LLM Guardrails
Overview
This feature introduces a content safety guardrail in the QAnswer LLM pipeline. The integration leverages the Llama Guard 3 model, which is fine-tuned to classify and filter unsafe or harmful content in both user prompts and LLM-generated responses. It supports responsible AI deployment by enforcing security policies based on a predefined set of safety categories.
Configuration
Environment Variables
Variable | Description |
---|---|
QANSWER_LLM_MODEL_NAME_GUARD | Specifies the model used for moderation. Default: the-qa-company/llama3-guard-8b-6bit. |
QANSWER_LLM_GUARDRAIL_DISABLED | Enable or disable the guardrail system. Default: true (disabled). |
Runtime Configuration
Key | Description |
---|---|
disabled | Enables or disables guardrail enforcement |
template | Prompt template used for moderation |
level | Defines enforcement strictness: • warning: Logs unsafe content and allows override • error: Blocks unsafe content completely |
endpoint_url | URL for the guardrail moderation endpoint. |
engine | Model identifier |
api key | API key for authenticating moderation requests. |
In the current configuration, the level is set to warning, which allows users to bypass warnings. This can be changed to error to block unsafe prompts and prevent user overrides.
Model specifications
- Model: Llama Guard 3
- Base: Llama 3.1–8B
- Purpose: Moderates safety of both user prompts and AI-generated content
- Output: Structured classification with risk labels and violated categories
The model is aligned with the MLCommons hazard taxonomy and supports fine-grained classification across multiple safety risks. It is optimized for multilingual environments and LLM features like search or code interpreter access.
Classification Method
The moderation system uses token probability to infer safety. The probability of the first token predicted by the model is interpreted as the score for the “unsafe” class. This score is compared against a defined threshold to determine whether the content is safe or violates policy.
Hazard Taxonomy
Code Category |
---|
S1 Violent Crimes |
S2 Non-Violent Crimes |
S3 Sex-Related Crimes |
S4 Child Sexual Exploitation |
S5 Defamation |
S6 Specialized Advice |
S7 Privacy |
S8 Intellectual Property |
S9 Indiscriminate Weapons |
S10 Hate |
S11 Suicide & Self-Harm |
S12 Sexual Content |
S13 Elections |
S14 Code Interpreter Abuse |
Supported Languages
Llama Guard 3 supports moderation in the following languages:
- English
- French
- German
- Hindi
- Italian
- Portuguese
- Spanish
- Thai
Runtime Behavior
When enabled, the guardrail processes every incoming user prompt and system-generated response. Based on the safety level configuration:
- If content is safe, it proceeds normally.
- If content is unsafe:
- In warning mode, a warning dialog is shown, but the user may choose to proceed.
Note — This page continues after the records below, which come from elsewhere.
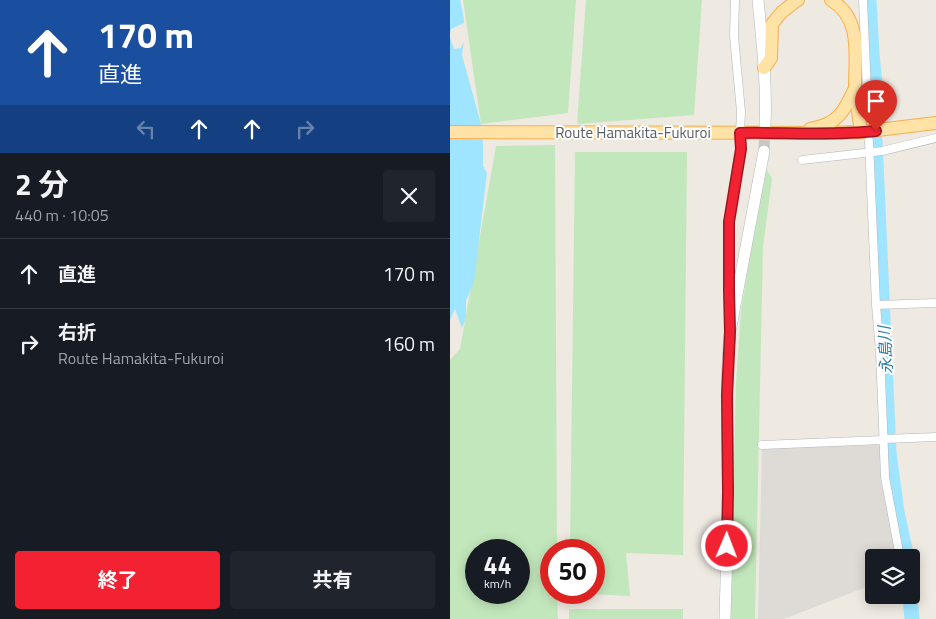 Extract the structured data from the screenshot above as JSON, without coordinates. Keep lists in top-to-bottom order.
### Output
{
  "streets": {
    "main road": ["Route Hamakita-Fukuroi"]
  },
  "water": ["永島川"],
  "page": {
    "turn": ["170 m", "直進"],
    "heading": ["2 分", "440 m · 10:05"],
    "list": [
      {
        "name": "直進",
        "value": "170 m"
      },
      {
        "name": "右折",
        "note": "Route Hamakita-Fukuroi",
        "value": "160 m"
      }
    ],
    "speed": "44 km/h",
    "limit": "50",
    "buttons": ["終了", "共有"]
  }
}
- In error mode, the action is blocked and cannot be overridden.
This enforcement flexibility allows teams to choose between logging, soft gating, and strict compliance.
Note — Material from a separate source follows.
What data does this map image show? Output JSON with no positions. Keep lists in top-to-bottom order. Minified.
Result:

Guardrail Enforcement: User Interaction Flow
When a violation is detected, the user is notified via a modal interface. This ensures transparency while enforcing safety controls.
Violation Modal Interface
Example 1: Violation of a Single Category
Scenario :
- The input is flagged under the category Indiscriminate Weapons.
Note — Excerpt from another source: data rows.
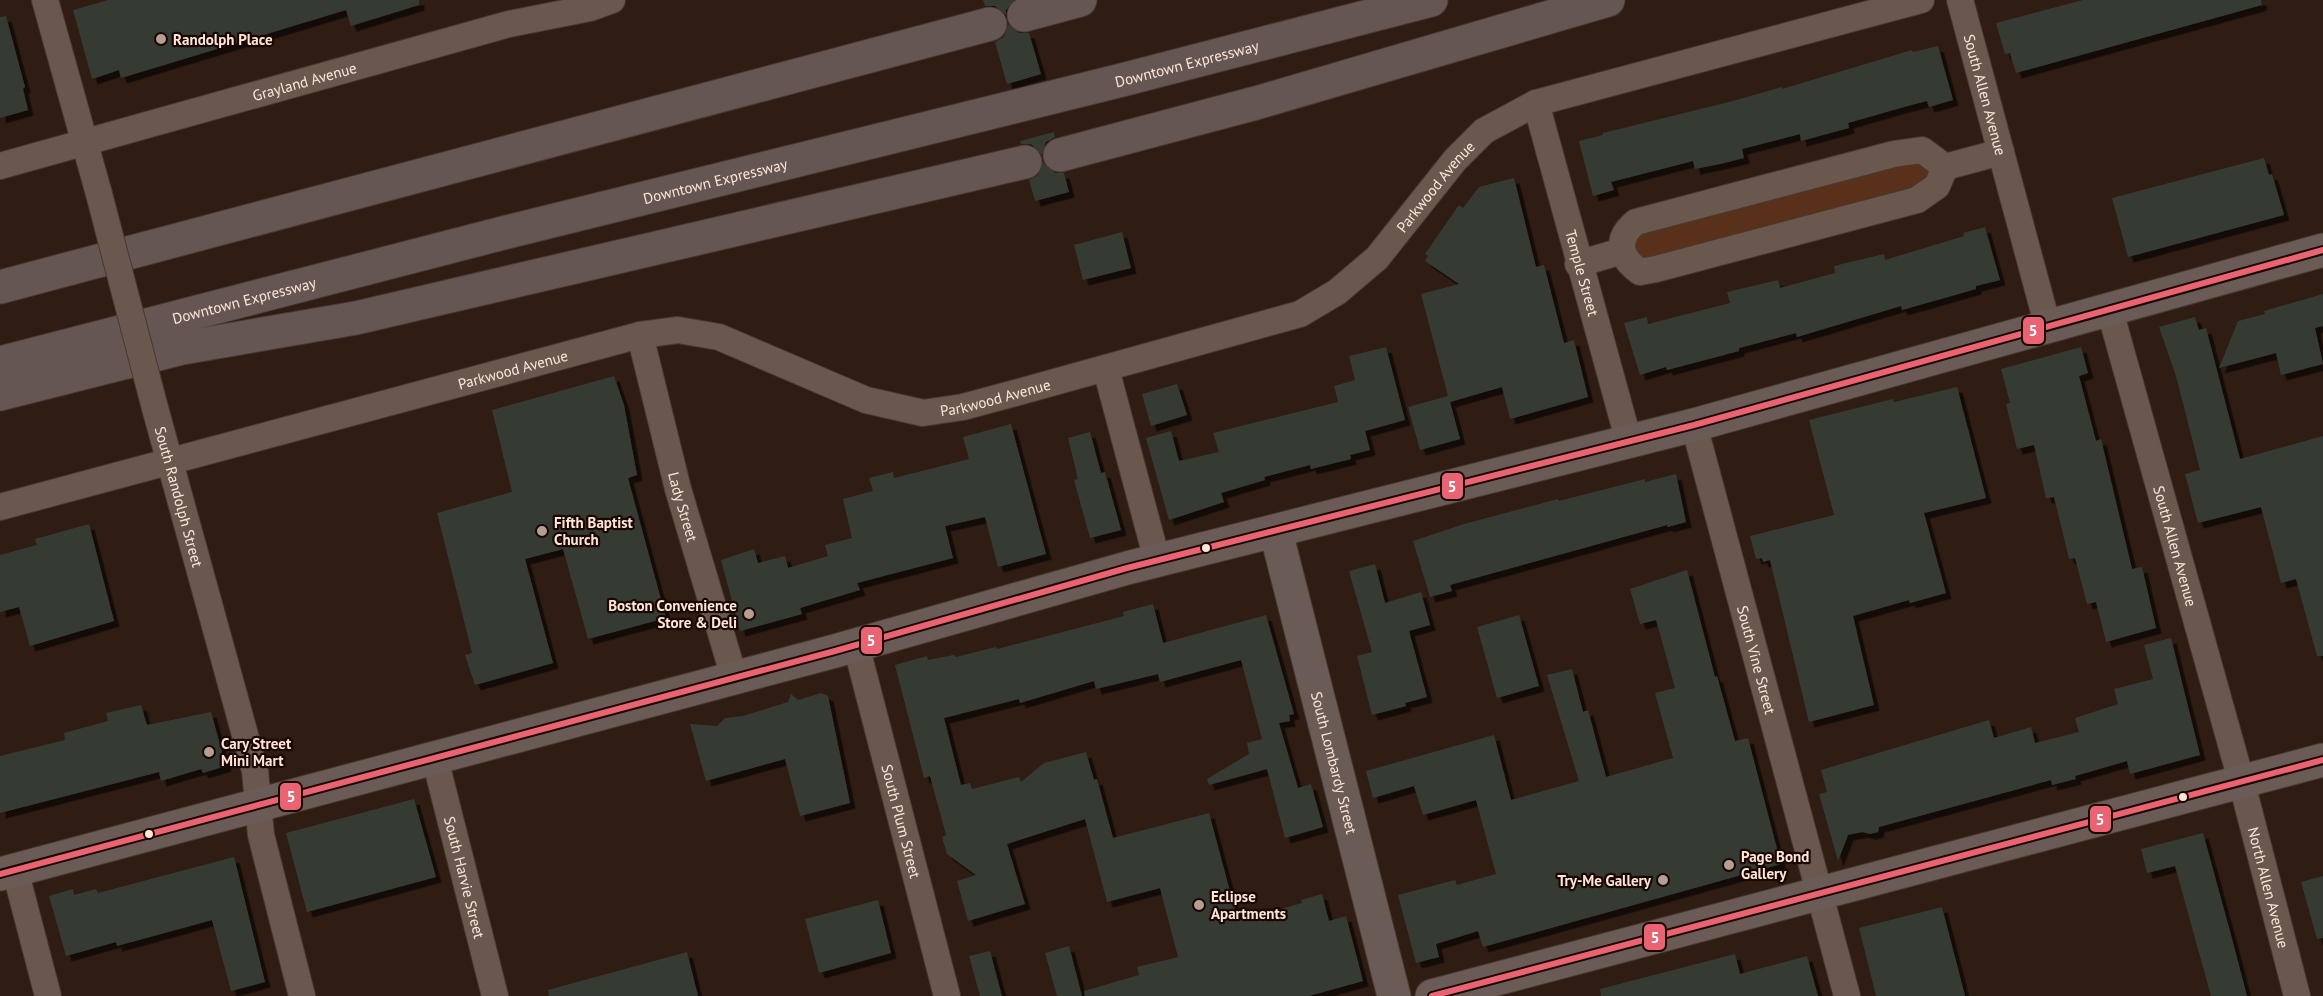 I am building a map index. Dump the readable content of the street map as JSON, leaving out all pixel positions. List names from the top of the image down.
{
  "streets": {
    "highway": ["Downtown Expressway"],
    "main road": ["South Lombardy Street"],
    "street": [
      "Grayland Avenue",
      "South Allen Avenue",
      "Parkwood Avenue",
      "Temple Street",
      "South Randolph Street",
      "Lady Street",
      "South Vine Street",
      "South Plum Street",
      "South Harvie Street",
      "North Allen Avenue"
    ]
  },
  "crossings": [
    ["Grayland Avenue", "South Randolph Street"],
    ["South Allen Avenue", "North Allen Avenue"],
    ["Parkwood Avenue", "Temple Street"],
    ["Parkwood Avenue", "South Randolph Street"],
    ["Parkwood Avenue", "Lady Street"]
  ],
  "places": [
    "Randolph Place",
    "Fifth Baptist Church",
    "Boston Convenience Store & Deli",
    "Cary Street Mini Mart",
    "Page Bond Gallery",
    "Try-Me Gallery",
    "Eclipse Apartments"
  ],
  "lines": ["transit line 5"]
}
- The modal displays two options:
- Cancel: Aborts the request.
- Send Anyway: Allows the user to continue despite the violation (only available in warning mode).
Example 2: Violation of Multiple Categories
Scenario :
- The input matches multiple categories such as Violent Crimes and Indiscriminate Weapons.
- The modal clearly lists each violation and offers the same options as above if configured in warning mode.
Enforcement Mode Behavior
Level | Behavior |
---|---|
warning | User is shown the violation modal and can choose to proceed. This mode is typically used for monitoring or soft enforcement |
error | The modal is still shown, but no override option is presented. The unsafe content is blocked. |
Summary of flow
- User submits a query in the chatbot.
- Guardrail model evaluates the prompt or response.
- If unsafe:
- A violation modal appears showing the violated categories.
- In warning mode: user can override.
- In error mode: action is blocked.
- All interactions can be logged for compliance and auditing.